ABSTRACT

Education and the status of women are sensitive and controversial topics in Muslim societies, especially those at a lower level of economic and social development, and southern Xinjiang is no exception. Introducing new programmes for the education of women is therefore highly problematic. One female Chinese Communist Party member, Wu Naijun, a Han from southern China, became something of a legend to other members of the CCP in Xinjiang where she worked as a teacher in girls’ schools and as an activist among local Uyghur women. Wu Naijun was born in 1914 in Taishan County in Guangdong Province as was

her husband Li Yunyang, who became County Head in Maralbashi. She was educated at the Guangdong Province Teachers College and continued her studies in Japan where she met her future husband and joined the Chinese Communist Party. In 1937, the couple returned to China and headed straight for the revolutionary base of Yan’an. She was sent by the party to Xinjiang, and, in June 1939, was given the task of developing the party’s organisation in southern Xinjiang. She was initially assigned to Shule County in the district of Kashgar, nominally as a dependent of her husband although she soon established herself in her own right. She worked in Shule for three years and then moved to Maralbashi [Bachu] after her husband was transferred there, taking responsibility for organising the local Women’s Federation. After the political split between the Xinjiang governor Sheng Shicai and the CCP in 1942, she left southern Xinjiang and was arrested while on her way back to Urumqi in September of that year.
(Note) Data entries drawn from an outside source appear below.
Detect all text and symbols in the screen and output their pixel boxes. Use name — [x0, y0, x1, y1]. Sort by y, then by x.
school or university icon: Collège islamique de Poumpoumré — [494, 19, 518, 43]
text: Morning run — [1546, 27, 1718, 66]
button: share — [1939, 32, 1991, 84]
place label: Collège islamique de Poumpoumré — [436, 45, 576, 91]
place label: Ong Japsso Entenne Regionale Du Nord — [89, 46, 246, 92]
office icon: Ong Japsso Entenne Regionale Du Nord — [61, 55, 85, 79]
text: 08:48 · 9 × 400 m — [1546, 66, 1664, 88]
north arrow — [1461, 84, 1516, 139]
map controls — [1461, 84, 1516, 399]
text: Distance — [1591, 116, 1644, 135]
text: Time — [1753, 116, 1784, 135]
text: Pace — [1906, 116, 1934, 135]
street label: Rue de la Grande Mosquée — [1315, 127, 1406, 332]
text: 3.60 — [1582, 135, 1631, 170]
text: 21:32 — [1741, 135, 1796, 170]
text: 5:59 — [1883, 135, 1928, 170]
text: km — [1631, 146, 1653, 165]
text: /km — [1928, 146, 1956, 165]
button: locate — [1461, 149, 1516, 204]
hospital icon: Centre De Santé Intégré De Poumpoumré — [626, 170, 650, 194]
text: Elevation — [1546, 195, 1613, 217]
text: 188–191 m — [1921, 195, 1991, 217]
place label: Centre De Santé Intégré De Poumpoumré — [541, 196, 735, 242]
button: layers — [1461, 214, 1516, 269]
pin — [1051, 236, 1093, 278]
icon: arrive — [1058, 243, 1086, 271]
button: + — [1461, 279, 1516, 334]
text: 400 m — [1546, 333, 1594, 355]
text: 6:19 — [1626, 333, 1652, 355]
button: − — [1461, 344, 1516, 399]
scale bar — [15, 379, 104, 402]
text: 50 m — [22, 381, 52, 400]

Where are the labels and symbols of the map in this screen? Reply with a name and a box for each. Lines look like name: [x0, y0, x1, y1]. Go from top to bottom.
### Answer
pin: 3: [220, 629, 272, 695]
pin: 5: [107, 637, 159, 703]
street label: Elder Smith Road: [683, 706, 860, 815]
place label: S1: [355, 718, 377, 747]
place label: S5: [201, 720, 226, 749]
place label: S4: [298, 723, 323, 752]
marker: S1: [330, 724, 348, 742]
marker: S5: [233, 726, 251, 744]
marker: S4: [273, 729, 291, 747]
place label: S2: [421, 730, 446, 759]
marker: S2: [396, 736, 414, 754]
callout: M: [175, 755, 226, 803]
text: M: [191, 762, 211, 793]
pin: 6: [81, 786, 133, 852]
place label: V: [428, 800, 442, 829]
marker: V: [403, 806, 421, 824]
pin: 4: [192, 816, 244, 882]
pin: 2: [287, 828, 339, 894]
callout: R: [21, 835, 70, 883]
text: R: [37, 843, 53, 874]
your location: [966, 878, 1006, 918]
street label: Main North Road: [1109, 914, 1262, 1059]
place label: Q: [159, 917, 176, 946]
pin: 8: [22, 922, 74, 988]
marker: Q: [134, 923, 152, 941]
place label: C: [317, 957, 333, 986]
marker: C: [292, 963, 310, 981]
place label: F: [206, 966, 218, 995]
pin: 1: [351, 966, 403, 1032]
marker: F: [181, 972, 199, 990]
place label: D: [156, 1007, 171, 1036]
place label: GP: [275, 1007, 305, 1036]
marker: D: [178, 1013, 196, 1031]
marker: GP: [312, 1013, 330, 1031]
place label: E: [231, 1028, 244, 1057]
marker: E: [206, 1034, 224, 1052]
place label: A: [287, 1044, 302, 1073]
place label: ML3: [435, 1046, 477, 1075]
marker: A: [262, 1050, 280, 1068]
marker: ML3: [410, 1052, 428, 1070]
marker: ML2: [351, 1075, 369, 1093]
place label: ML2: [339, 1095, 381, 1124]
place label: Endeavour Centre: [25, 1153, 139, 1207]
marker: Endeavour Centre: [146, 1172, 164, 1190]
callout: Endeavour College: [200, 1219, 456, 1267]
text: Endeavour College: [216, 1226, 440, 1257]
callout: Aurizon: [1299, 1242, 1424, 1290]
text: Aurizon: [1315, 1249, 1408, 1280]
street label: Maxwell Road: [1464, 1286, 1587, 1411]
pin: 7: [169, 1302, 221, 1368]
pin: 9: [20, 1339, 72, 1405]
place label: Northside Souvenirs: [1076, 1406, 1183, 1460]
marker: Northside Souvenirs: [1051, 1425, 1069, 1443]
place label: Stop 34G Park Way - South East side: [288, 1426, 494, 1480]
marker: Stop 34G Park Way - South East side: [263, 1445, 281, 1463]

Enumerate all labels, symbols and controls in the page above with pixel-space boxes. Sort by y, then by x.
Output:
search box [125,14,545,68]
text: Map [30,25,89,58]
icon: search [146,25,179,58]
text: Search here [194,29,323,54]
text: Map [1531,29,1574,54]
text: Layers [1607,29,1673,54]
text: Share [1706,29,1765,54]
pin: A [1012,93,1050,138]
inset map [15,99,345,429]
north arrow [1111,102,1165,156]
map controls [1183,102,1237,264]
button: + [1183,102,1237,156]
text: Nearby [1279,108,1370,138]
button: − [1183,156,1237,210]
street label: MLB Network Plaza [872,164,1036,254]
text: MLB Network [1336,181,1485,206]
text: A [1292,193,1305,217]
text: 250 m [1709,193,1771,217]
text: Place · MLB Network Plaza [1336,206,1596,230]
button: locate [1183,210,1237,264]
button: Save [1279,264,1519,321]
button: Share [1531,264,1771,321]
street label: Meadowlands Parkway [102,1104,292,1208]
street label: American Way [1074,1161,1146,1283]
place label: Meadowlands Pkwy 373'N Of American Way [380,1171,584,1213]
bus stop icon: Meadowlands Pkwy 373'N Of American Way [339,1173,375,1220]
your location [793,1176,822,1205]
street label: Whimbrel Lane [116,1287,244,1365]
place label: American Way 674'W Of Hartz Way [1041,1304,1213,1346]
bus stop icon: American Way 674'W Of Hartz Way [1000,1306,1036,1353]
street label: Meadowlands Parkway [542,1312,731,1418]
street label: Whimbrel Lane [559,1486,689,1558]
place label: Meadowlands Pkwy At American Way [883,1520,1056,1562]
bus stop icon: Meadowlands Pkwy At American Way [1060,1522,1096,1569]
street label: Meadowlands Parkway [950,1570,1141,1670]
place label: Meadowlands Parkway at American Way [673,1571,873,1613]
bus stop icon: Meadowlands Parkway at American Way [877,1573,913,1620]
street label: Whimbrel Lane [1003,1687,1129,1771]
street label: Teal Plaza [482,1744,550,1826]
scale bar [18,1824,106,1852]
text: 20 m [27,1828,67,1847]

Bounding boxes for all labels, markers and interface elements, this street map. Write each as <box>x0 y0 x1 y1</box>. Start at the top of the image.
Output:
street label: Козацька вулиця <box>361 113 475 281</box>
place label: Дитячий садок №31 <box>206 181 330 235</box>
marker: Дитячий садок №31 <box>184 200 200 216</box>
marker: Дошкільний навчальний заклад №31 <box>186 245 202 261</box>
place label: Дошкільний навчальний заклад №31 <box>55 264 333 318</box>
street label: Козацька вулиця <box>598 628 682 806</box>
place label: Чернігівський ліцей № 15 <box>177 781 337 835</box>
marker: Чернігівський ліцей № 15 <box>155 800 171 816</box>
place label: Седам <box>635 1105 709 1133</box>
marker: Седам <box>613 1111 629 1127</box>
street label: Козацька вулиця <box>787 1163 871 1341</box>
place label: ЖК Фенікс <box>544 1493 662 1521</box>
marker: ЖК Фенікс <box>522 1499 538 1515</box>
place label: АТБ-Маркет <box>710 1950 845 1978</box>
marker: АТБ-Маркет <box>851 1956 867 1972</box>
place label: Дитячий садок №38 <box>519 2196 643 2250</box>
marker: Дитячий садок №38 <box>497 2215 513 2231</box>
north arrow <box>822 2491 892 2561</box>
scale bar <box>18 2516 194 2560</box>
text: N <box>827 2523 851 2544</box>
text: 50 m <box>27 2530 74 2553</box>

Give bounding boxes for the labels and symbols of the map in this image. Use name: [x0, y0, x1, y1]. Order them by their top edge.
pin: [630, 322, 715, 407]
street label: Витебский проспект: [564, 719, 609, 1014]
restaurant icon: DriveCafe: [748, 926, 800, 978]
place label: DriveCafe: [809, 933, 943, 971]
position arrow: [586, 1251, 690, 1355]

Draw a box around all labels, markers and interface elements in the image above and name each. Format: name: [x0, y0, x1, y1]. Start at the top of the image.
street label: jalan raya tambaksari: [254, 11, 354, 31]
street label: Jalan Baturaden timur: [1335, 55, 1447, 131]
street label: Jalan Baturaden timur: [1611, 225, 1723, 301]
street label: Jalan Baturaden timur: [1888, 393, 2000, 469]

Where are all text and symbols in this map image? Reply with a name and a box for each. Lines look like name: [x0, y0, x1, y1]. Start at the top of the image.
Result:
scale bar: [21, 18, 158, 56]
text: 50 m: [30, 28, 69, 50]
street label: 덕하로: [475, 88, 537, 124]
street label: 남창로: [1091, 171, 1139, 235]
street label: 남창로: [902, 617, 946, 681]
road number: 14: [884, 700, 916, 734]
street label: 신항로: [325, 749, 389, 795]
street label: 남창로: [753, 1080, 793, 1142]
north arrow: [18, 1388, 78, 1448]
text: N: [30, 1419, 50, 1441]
She was released in the general amnesty of CCP prisoners in 1946 and after 1949 worked as the head of education for the All-China Women’s Federation and editor of the journal Zhongguo funű [Chinese Women]. She also held positions on the academic staff and the party committees of several universities, including the Jiangxi Engineering College, the China University of Science and Technology and Huanan (South China) University of Technology in Guangzhou, retiring in 1985. The educational system in Kashgar during the 1930s was poor and undevel-

oped and activists in the CCP attributed this backwardness to the isolation and marginalisation of the town, the stagnant economy and the illiteracy and generally low cultural level of the population. The educational system was mainly the public and secular system that was controlled either by the district and county governments or by the Uyghur Culture Association that was sponsored by the

government. The question of the madrasas, the religious schools attached to the mosques of the shrines of the Sufi orders, was not addressed in the same way. Criticisms of the low cultural level of the local people may have referred to illiteracy only in Chinese, which is still not widely used in southern Xinjiang outside the schools, although some CCP members recognised the need for enhancing people’s knowledge of their own Uyghur language.